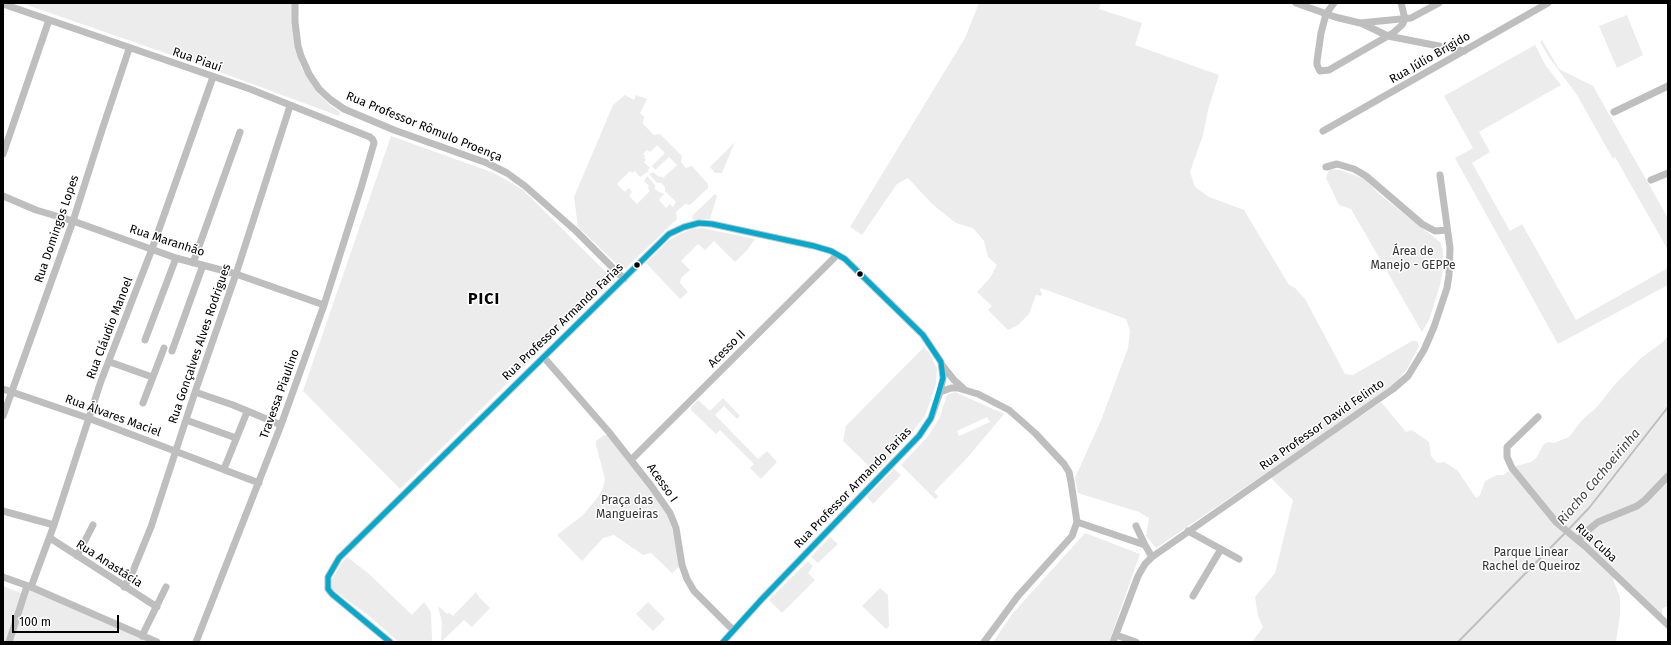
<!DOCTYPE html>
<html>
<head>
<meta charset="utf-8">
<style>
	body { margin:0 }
	#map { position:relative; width:1671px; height:645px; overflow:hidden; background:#fff; font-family:"Fira Sans",sans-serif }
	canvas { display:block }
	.frame { position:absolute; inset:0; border:4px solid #000; pointer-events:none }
	.scale { position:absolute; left:12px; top:615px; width:107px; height:18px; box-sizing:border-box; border:2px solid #000; border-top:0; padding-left:5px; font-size:12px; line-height:14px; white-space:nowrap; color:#000; -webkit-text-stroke:3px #fff; paint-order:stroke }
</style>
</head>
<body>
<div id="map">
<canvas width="1671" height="645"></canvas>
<div class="frame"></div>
<div class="scale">100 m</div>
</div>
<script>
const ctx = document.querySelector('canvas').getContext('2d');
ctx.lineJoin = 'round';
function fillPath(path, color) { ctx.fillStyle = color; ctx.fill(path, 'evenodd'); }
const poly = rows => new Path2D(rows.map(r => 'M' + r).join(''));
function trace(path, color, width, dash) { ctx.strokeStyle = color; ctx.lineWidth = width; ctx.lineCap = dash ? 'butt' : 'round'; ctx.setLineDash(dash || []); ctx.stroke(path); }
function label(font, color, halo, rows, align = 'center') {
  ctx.font = font + ' "Fira Sans",sans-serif'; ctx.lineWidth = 3; ctx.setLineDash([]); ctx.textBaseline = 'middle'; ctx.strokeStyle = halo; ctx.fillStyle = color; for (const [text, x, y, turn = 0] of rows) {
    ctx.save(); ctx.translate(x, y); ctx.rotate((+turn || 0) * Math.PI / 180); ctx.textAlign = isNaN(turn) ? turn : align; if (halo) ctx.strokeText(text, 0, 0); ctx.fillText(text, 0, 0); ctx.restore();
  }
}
const green = poly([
	[21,3,292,3,294,39,301,67,316,91,330,105,340,112,339,116,206,67],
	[979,3,1101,3,1099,9,1142,23,1135,45,1219,75,1208,110,1203,135,1190,172,1195,187,1209,197,1244,210,1289,285,1295,288,1305,299,1345,374,1353,375,1412,341,1417,341,1419,346,1407,369,1394,385,1359,409,1361,416,1381,402,1406,432,1412,430,1429,442,1431,456,1437,463,1444,462,1457,470,1476,498,1480,495,1485,481,1497,475,1503,475,1516,466,1531,462,1536,458,1544,444,1549,442,1554,443,1569,437,1582,420,1596,408,1617,382,1641,358,1663,342,1668,335,1668,605,1662,609,1662,616,1616,572,1613,576,1614,582,1620,597,1620,614,1616,642,1252,642,1263,627,1258,616,1255,597,1275,573,1293,500,1271,478,1331,429,1156,548,1146,536,1149,518,1139,512,1078,493,1075,478,1102,418,1128,348,1130,331,1126,319,1041,288,1040,290,1042,294,1041,296,1036,295,1029,314,1018,325,1008,330,988,310,992,306,977,292,990,278,997,265,988,257,984,241,973,228,956,223,932,204,908,178,897,184,862,235,850,227,965,38],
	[1627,15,1643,55,1617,68,1599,26],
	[1542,40,1559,69,1593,86,1668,218,1668,250,1615,157,1613,159,1577,95,1548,56,1540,42],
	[1535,45,1546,66,1561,85,1479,132,1490,152,1472,163,1510,231,1522,224,1576,320,1668,268,1668,285,1558,344,1455,158,1473,148,1444,96],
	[625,95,634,100,636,95,647,99,640,113,644,117,643,124,654,135,660,134,682,156,681,162,686,168,692,166,708,184,708,188,690,205,685,204,676,212,677,219,626,268,621,268,578,227,574,197,613,105],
	[657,145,665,153,652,166,655,170,669,157,677,165,663,178,661,176,659,177,653,172,649,174,657,183,661,183,665,187,665,191,676,202,673,207,670,204,666,208,659,200,664,194,659,192,655,189,655,185,647,176,644,181,649,186,648,188,650,191,637,204,629,196,632,192,629,188,625,192,617,184,630,171,633,173,635,171,640,177,649,171,648,170,650,168,644,162,646,160,644,158,645,156,643,154,647,150,650,152],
	[391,136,494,173,523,190,613,279,400,489,303,391],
	[735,142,722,173,715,173,710,167],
	[1329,169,1340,170,1365,179,1379,194,1440,242,1443,250,1443,271,1440,285,1429,320,1422,332,1351,209,1339,205,1326,178],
	[715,194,717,196,710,219,694,220,692,218,693,215],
	[702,228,755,239,748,249,735,262,714,241,705,250,698,244,681,261,690,270,681,278,680,283,688,292,680,299,646,263,668,241,678,235,692,229],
	[924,347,930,354,937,369,936,384,930,402,925,416,905,441,876,473,843,441,846,426],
	[955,392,1004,414,968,457,934,492,938,496,937,498,935,499,901,465,929,435,940,417,947,395],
	[987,417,990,422,959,436,957,431],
	[723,398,740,416,737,419,724,406,715,415,758,459,767,451,777,462,761,479,750,468,754,464,720,430,716,434,691,410,691,407,698,400,710,411],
	[604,435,609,436,659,500,668,516,676,542,679,567,672,573,651,553,643,555,614,535,603,538,582,561,557,535,583,515,598,497,603,488,605,479,596,445,596,441],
	[894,469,901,475,873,504,867,497],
	[1085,533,1140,554,1109,642,993,642,1013,613],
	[830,537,838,544,818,563,811,557],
	[347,557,368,573,412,615,424,602,431,612,432,640,431,642,399,642,368,615,332,589,332,580,340,565],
	[808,561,813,566,808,573,815,580,782,613,769,600],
	[3,586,26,595,27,589,148,642,3,642],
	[880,588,888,595,889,626,886,629,862,606],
	[476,592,479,597,490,608,472,627,464,620,441,642,442,623,438,606,447,614,449,613,453,616],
	[648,602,665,619,653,631,636,614]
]);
const stream = poly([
	[1568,530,1589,508,1668,407],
	[1458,642,1565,533]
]);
const minor = poly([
	[295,3,295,22,298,46,301,56,309,74,319,89,331,100,344,109,394,130,487,163,507,173,525,186,576,231,624,279],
	[1296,3,1335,17,1360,23,1411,18,1439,3],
	[1334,3,1326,14,1321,33,1317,61,1317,65,1320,71,1329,70,1393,33,1402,25,1405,19],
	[1401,3,1405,19],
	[3,4,250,89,370,137,373,140,374,143,361,188,324,305,281,425,196,642],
	[1361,23,1388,36,1464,51],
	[1614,112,1668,86],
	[1323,131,1548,3],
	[3,154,49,20],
	[1326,167,1337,164,1354,169,1366,176,1422,224,1435,231,1447,230],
	[1651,180,1668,173],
	[3,196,36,210,73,221,176,258,236,274,324,305],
	[193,263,240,132],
	[145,340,176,258],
	[172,351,203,265],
	[547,361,608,431,652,487,670,513,676,528,682,565,687,579,694,591,733,630],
	[110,362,152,377],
	[942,365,954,380,963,388],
	[3,389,88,418,259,483],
	[195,392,233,405,281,425],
	[940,392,951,388,958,388,978,394,1009,410,1035,433,1064,464,1069,472,1071,482,1077,522,1072,536,1018,596,984,642],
	[143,403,164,348],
	[3,416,73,221,102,130,129,49],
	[1538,417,1507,447,1507,457,1512,468,1556,522,1586,547,1668,625],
	[186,420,236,438],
	[632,459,837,255],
	[224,469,247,412],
	[3,511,54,525],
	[1077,522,1145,545,1152,557],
	[1136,526,1145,545],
	[1188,531,1239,559],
	[50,538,157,607],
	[1578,540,1587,531,1598,522,1637,506,1645,500,1668,476],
	[77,556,93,525],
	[3,577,31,587,157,642],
	[31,587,54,525,101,381,152,249,213,77],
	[124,587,133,571,151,527,195,392,236,274,290,106],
	[1193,596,1221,549],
	[1116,635,1136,642],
	[142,636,166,587],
	[9,642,27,586],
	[390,642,332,594,328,589,328,577,339,558,669,234,684,227,699,223,712,224,814,246,831,251,845,259,923,335,941,362,943,378,940,392,931,418,919,436,761,600,723,642],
	[1113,642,1138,576,1145,564,1152,557,1393,389,1408,376,1424,350,1434,327,1447,288,1449,275,1450,248,1440,175]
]);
const bus1 = poly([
	[390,642,332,594,328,589,328,577,339,558,669,234,684,227,699,223,712,224,814,246,831,251,845,259,923,335,941,362,943,378,931,418,919,436,761,600,723,642]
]);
const markers = [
	[637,265,3.5,"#000"],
	[860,274,3.5,"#000"]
];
const streetNames = [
	["Rua Júlio Brígido",1430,58,-30],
	["Rua Piauí",197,60,19],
	["Rua Professor Rômulo Proença",424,127,22],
	["Rua Domingos Lopes",57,229,-71],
	["Rua Maranhão",167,241,18],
	["Rua Professor Armando Farias",563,322,-44],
	["Rua Cláudio Manoel",110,328,-69],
	["Rua Gonçalves Alves Rodrigues",200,344,-71],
	["Acesso II",727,349,-45],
	["Travessa Piaulino",280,394,-70],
	["Rua Álvares Maciel",113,416,20],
	["Rua Professor David Felinto",1322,425,-35],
	["Acesso I",662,483,55],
	["Rua Professor Armando Farias",853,488,-46],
	["Rua Cuba",1596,543,42],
	["Rua Anastácia",109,564,33]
];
const parkNames = [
	["Área de",1413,252],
	["Manejo - GEPPe",1413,266],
	["Praça das",627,501],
	["Mangueiras",627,515],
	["Parque Linear",1531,553],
	["Rachel de Queiroz",1531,567]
];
const waterNames = [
	["Riacho Cachoeirinha",1599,477,-50]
];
const districtNames = [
	["PICI",484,300]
];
fillPath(green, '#ececec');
trace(stream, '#bfbfbf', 2);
trace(minor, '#bebebe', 7);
trace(bus1, '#00a9ce', 5);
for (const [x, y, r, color] of markers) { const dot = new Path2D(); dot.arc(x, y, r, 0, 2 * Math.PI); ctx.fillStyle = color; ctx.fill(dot); trace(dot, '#fff', 1.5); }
label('12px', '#000', '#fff', streetNames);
label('12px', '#333', '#fff', parkNames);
label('italic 13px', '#444', '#fff', waterNames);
ctx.letterSpacing = '1px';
label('bold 16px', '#000', '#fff', districtNames);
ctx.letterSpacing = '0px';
</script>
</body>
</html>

__Work to complete__.
Provide solely the number of lines in the listing that contain "turn".

__Answer__.
2